Not for women
Last week, President Duterte regaled us with yet more of his thoughts on women. His proclamation that the presidency was not suited for women because of the latter’s “emotional set-up” was the latest in a string of events that make it very clear what the President thinks of the opposite sex.
One remembers that in June 2020’s Asean Leaders’ Special Session on Women’s Empowerment in the Digital Age, the President affirmed the Philippines’ commitment to gender equality. At the time, he admitted the challenges to women empowerment, including “structures and practices in society that perpetuate the discrimination against and oppression of women”—playing blind to the fact that his own words, and the culture of misogyny they promote, are part of those very structures. Nonetheless, the ill-thought-out proclamation has stimulated discussion on female leadership during the pandemic.
Vice President Leni Robredo countered the President’s views by citing women-led nations as “best performing” ones during the coronavirus crisis. It is a statement that requires some scrutiny, as there has indeed been much press about these countries, such as New Zealand under Jacinda Ardern or Germany under Angela Merkel.
A study published in July 2020, and often cited since, examined the performance of 19 women-led countries versus 174 male-led ones during the global catastrophe. Any analysis of female leaders, particularly on a global scale, is limited by the fact that they are in the minority; the study tried to overcome this small sample size by “matching” each female-led nation with a “near neighbor” in terms of economic and sociopolitical characteristics.
The study concluded that when women-led nations were compared to similar countries, they performed better in terms of total number of COVID-19 cases and deaths, perhaps linked to earlier lockdowns; researchers suggest that women seemed to be more risk-averse “in the domain of human life,” but more willing to take risks with their economies earlier on, with earlier lockdowns. Another August 2020 study concluded that women-led countries performed slightly better in terms of public health metrics for controlling the spread of COVID-19.
Experts commenting on the matter have attributed this success to other (sometimes woolly) concepts, such as authenticity and even “love.” While these nations’ achievements are to be celebrated, this type of press may do more harm than good for women’s empowerment. At best, the homogenous idea of a “female leader” is a nebulous one: All women, and thus all women leaders, are different. Women do not have the same leadership styles because of their sex.
The generalization that women-led nations do better exactly because of female leadership is a narrative that should be handled more critically, because their success is often simplistically linked to traditionally female characteristics of empathy and nurturing, yet again reinforcing the facile and false idea that Men are X while Women are Y.
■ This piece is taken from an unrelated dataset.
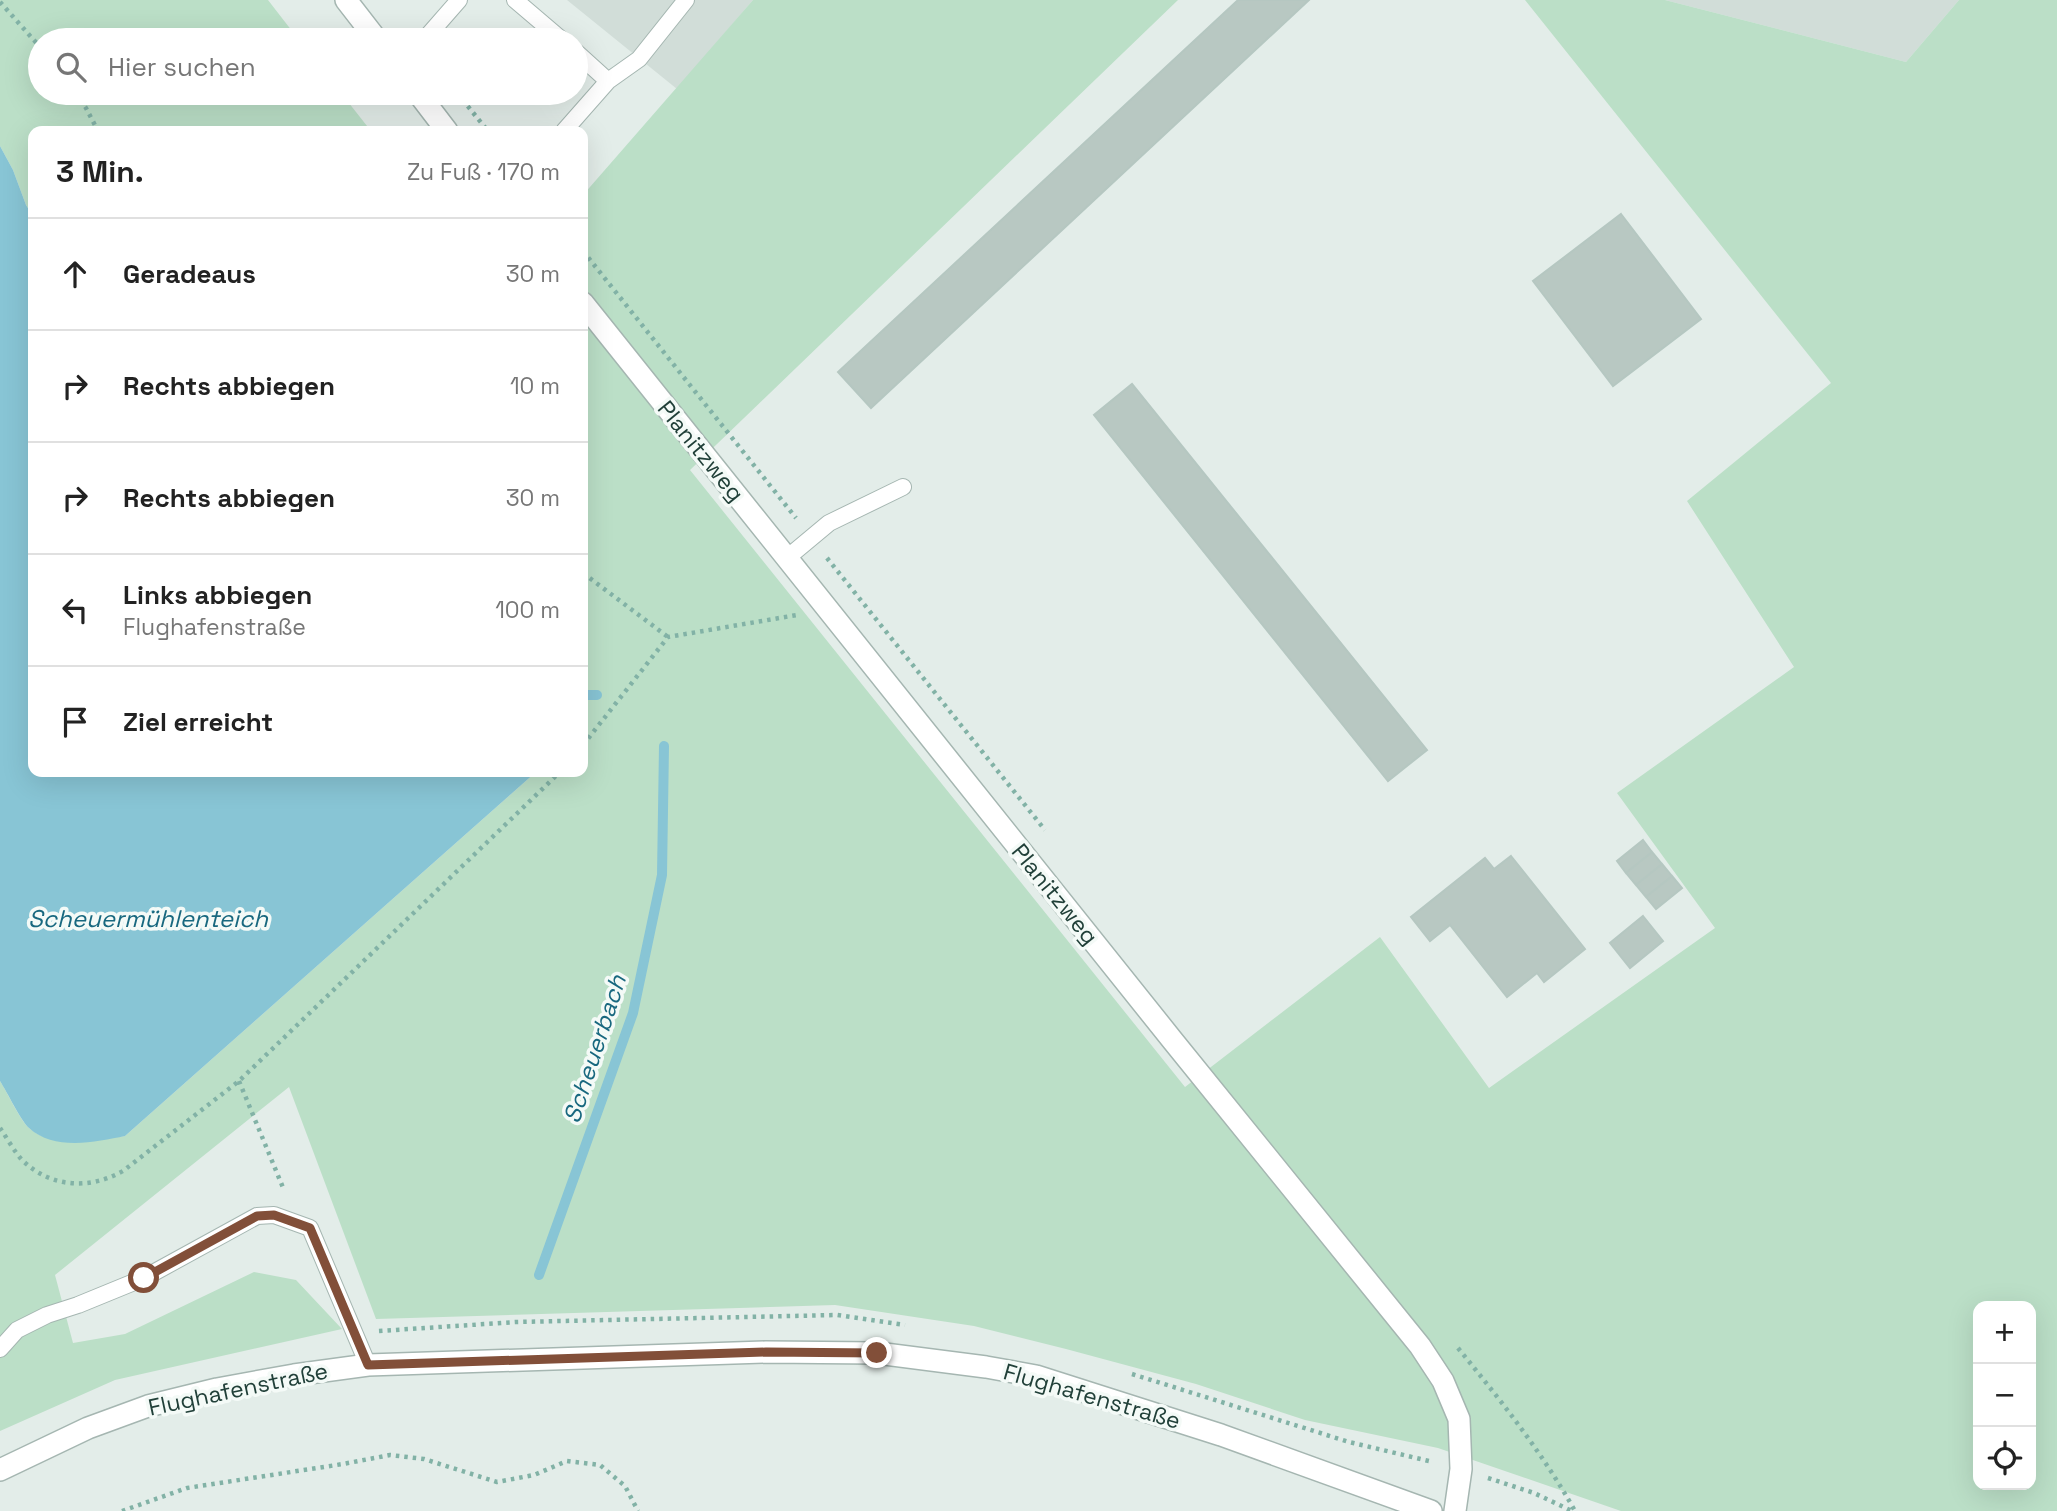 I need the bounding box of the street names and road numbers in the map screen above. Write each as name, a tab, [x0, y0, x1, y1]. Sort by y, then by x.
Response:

Moreover, it is possible that women leaders are a symptom, and not the cause, of good governance: That nations progressive enough to elect diverse leaders in the first place were better off to begin with. The fake-progressive idea that female leaders would make better leaders, period, should also be retired, as we have plenty of examples of cruel, bigoted, out-of-touch female global leaders to go by. Still, the conclusion is simple—while no leader is perfect, we have evidence that women leaders are capable of competence in a global crisis.
The fact that President Duterte, himself a global leader, does not grasp this level of nuance is telling. The fact that he is unable to recognize the glaring flaws in the country’s leadership and pandemic response is equally telling. In 2013, Tomas Chamorro-Premuzic, writing for the Harvard Business Review, posited that women have been underrepresented in leadership not because of a lack of leadership characteristics, but because we are often unable to weed out incompetent men, often confusing confidence with competence, hubris with leadership potential.
Unfortunately, the events of 2020, and the disastrous consequences for strongmen-led countries, bear this out. The pandemic has exposed, more than the strengths of female leaders, the weakness, hubris, and lack of empathy of so-called strongmen leaders. If the presidency is “not for women,” then much less should it be for the narcissistic, intellectually weak, corrupt, and incompetent men who are at the forefront of our current leadership.